Information supplied >>
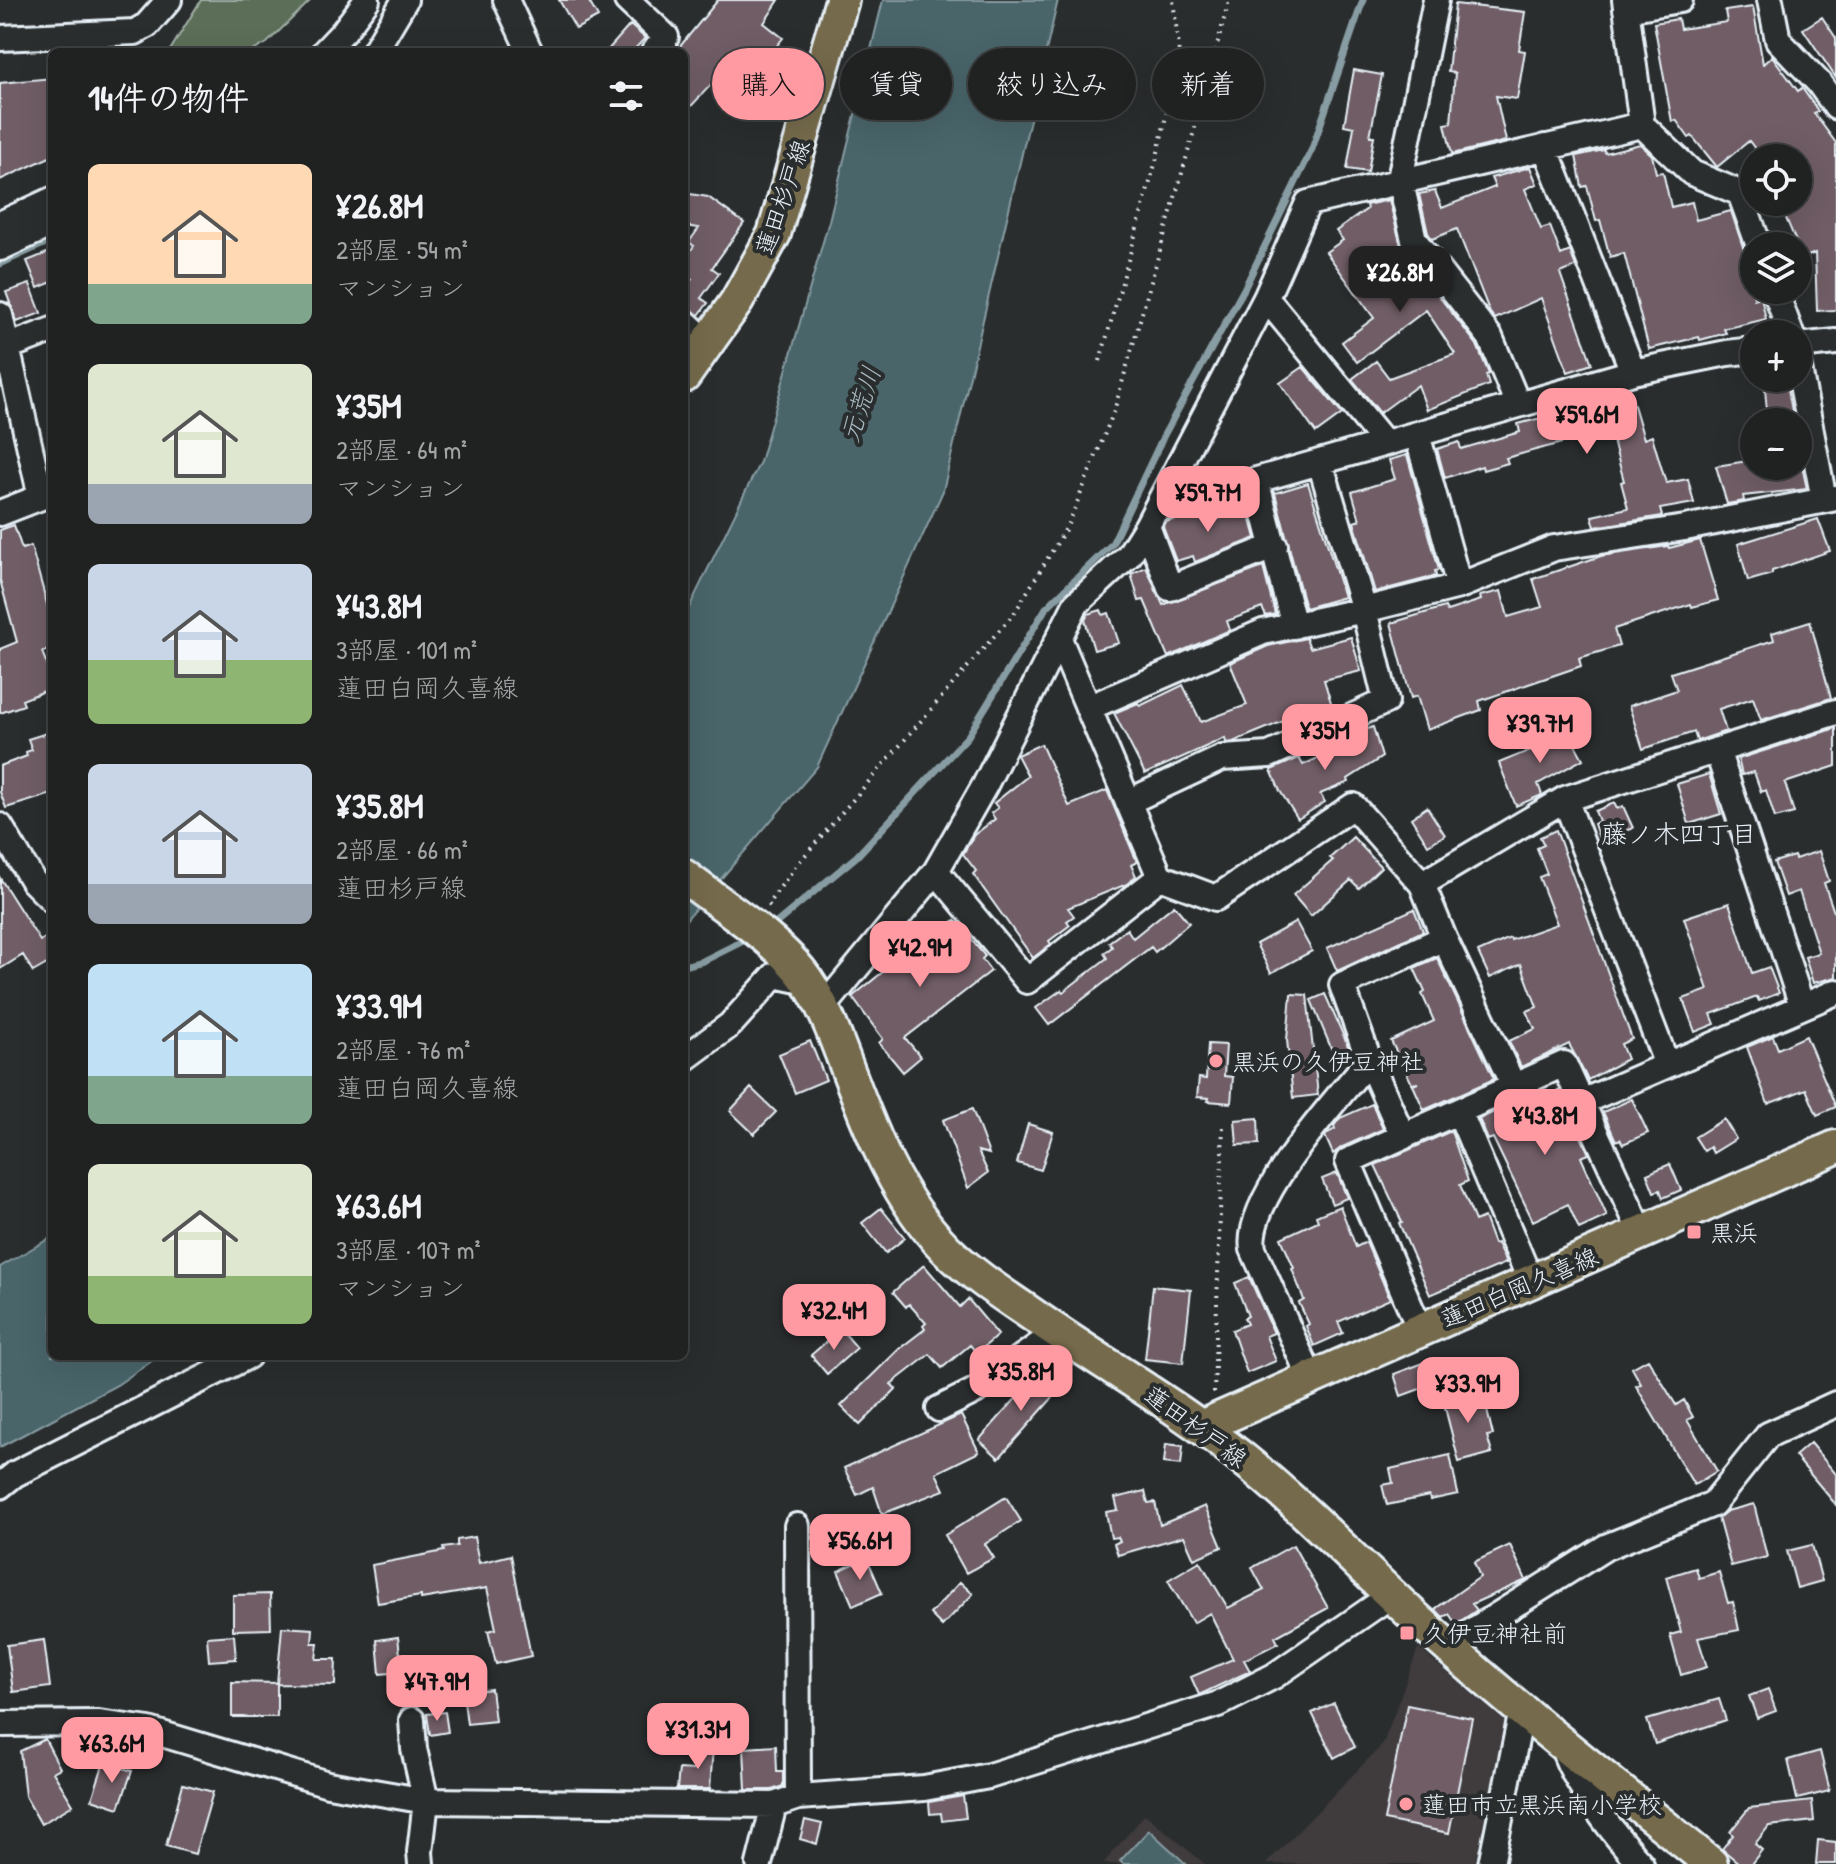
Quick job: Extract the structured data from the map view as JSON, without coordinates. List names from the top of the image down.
{
  "streets": {
    "main road": ["蓮田杉戸線", "蓮田白岡久喜線"]
  },
  "crossings": [
    ["蓮田杉戸線", "蓮田白岡久喜線"]
  ],
  "districts": ["藤ノ木四丁目"],
  "water": ["元荒川"],
  "places": {
    "other": ["黒浜の久伊豆神社", "蓮田市立黒浜南小学校"],
    "transit": ["黒浜", "久伊豆神社前"]
  },
  "page": {
    "chip": [
      "購入",
      "賃貸",
      "絞り込み",
      "新着"
    ],
    "heading": "14件の物件",
    "map_buttons": ["+", "−"],
    "list": [
      {
        "name": "¥26.8M",
        "note": "2部屋 · 54 m² · マンション"
      },
      {
        "name": "¥35M",
        "note": "2部屋 · 64 m² · マンション"
      },
      {
        "name": "¥43.8M",
        "note": "3部屋 · 101 m² · 蓮田白岡久喜線"
      },
      {
        "name": "¥35.8M",
        "note": "2部屋 · 66 m² · 蓮田杉戸線"
      },
      {
        "name": "¥33.9M",
        "note": "2部屋 · 76 m² · 蓮田白岡久喜線"
      },
      {
        "name": "¥63.6M",
        "note": "3部屋 · 107 m² · マンション"
      }
    ],
    "price": [
      "¥26.8M",
      "¥59.6M",
      "¥59.7M",
      "¥39.7M",
      "¥35M",
      "¥42.9M",
      "¥43.8M",
      "¥32.4M",
      "¥35.8M",
      "¥33.9M",
      "¥56.6M",
      "¥47.9M",
      "¥31.3M",
      "¥63.6M"
    ]
  }
}
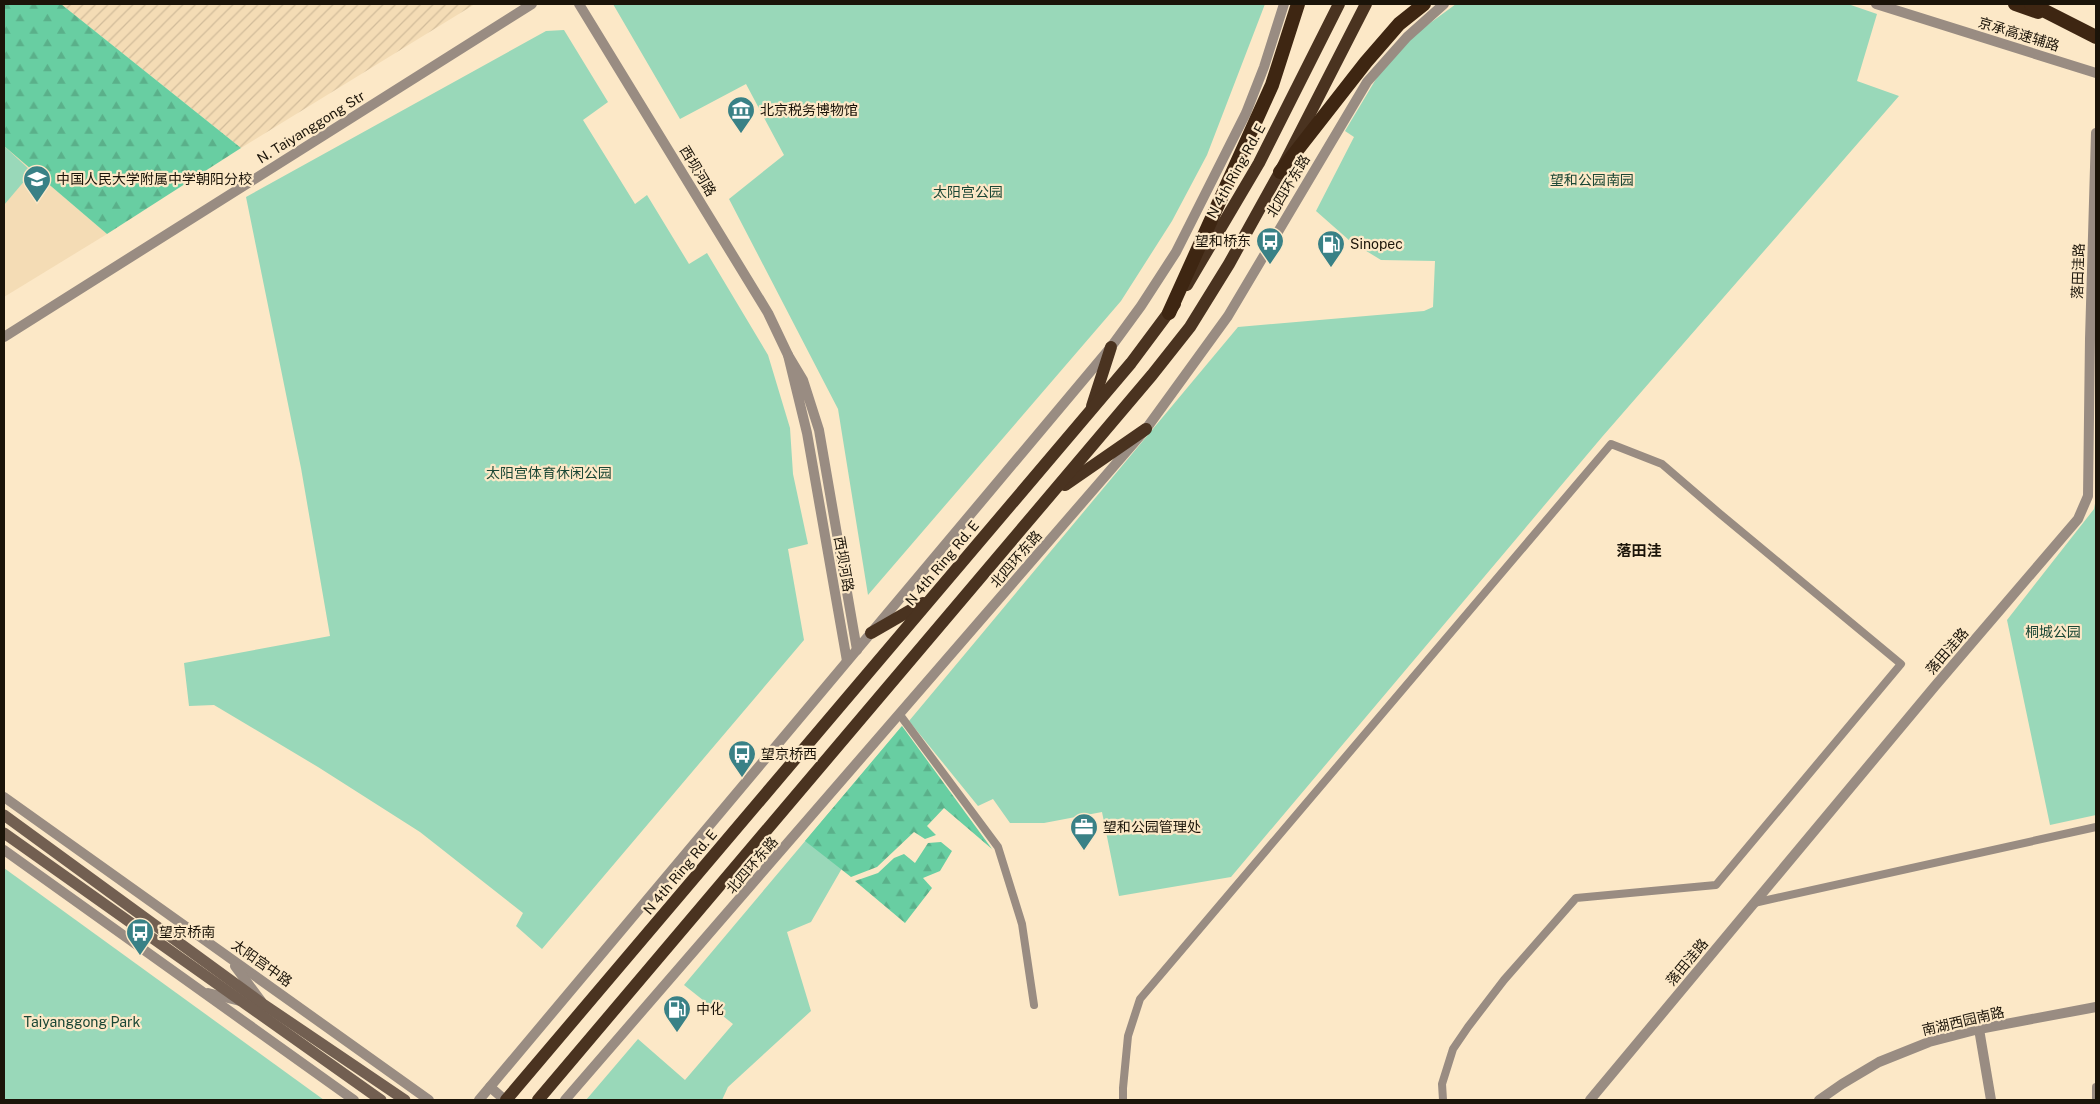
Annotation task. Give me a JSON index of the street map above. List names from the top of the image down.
{
  "streets": {
    "highway": ["N 4th Ring Rd. E"],
    "street": [
      "京承高速辅路",
      "N. Taiyanggong Str",
      "西坝河路",
      "北四环东路",
      "落田洼路",
      "太阳宫中路",
      "南湖西园南路"
    ]
  },
  "districts": ["落田洼"],
  "parks": [
    "望和公园南园",
    "太阳宫公园",
    "太阳宫体育休闲公园",
    "桐城公园",
    "Taiyanggong Park"
  ],
  "places": {
    "museum": ["北京税务博物馆"],
    "school or university": ["中国人民大学附属中学朝阳分校"],
    "bus stop": ["望和桥东", "望京桥西", "望京桥南"],
    "fuel station": ["Sinopec", "中化"],
    "office": ["望和公园管理处"]
  }
}
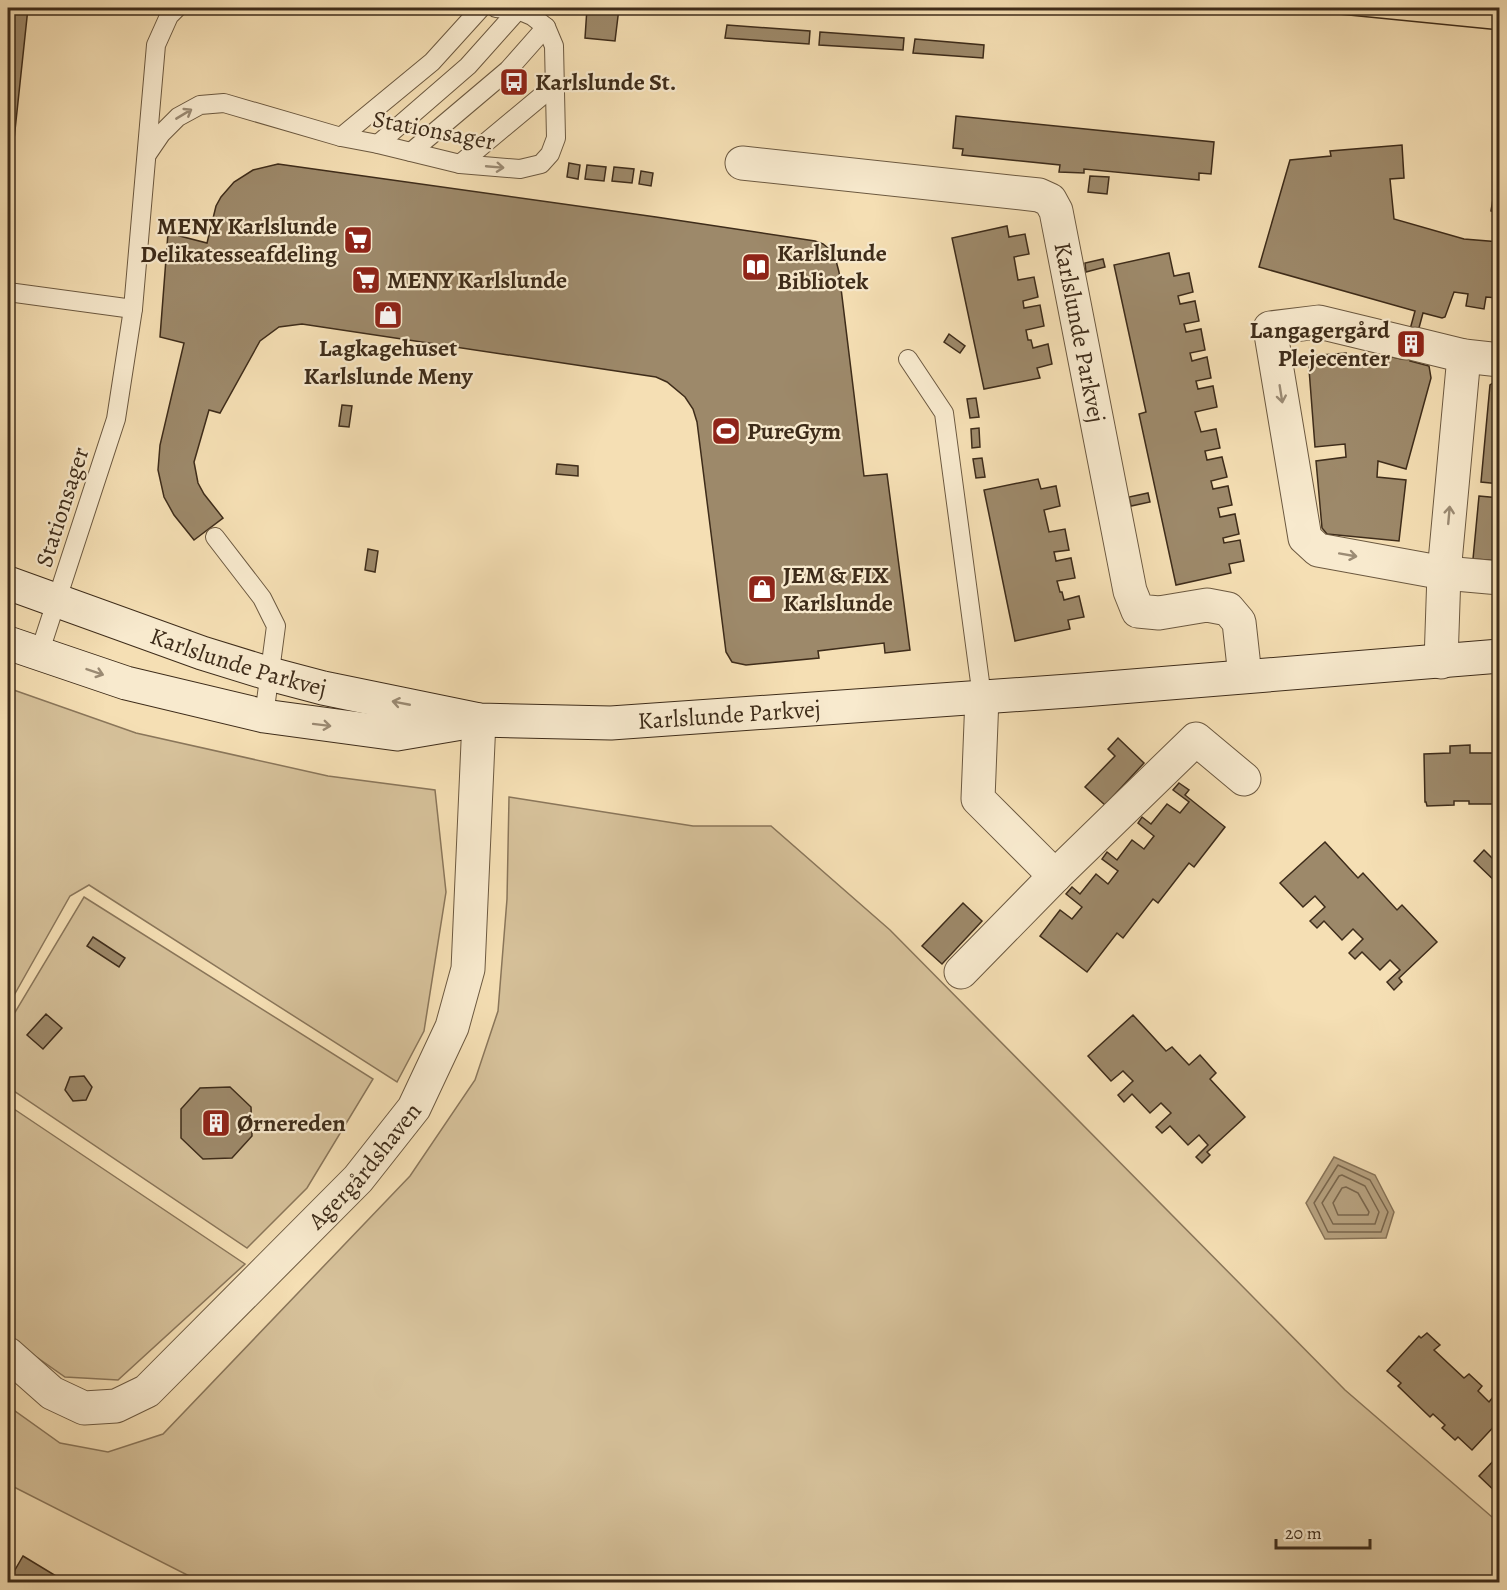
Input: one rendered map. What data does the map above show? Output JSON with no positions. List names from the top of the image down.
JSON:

About this exercise >> Take the line that holds "Input: one rendered" as the first and the last line of the material as the final one. Print that span exactly, both ends included.

Response to the task >>
Input: one rendered map. What data does the map above show? Output JSON with no positions. List names from the top of the image down.
JSON:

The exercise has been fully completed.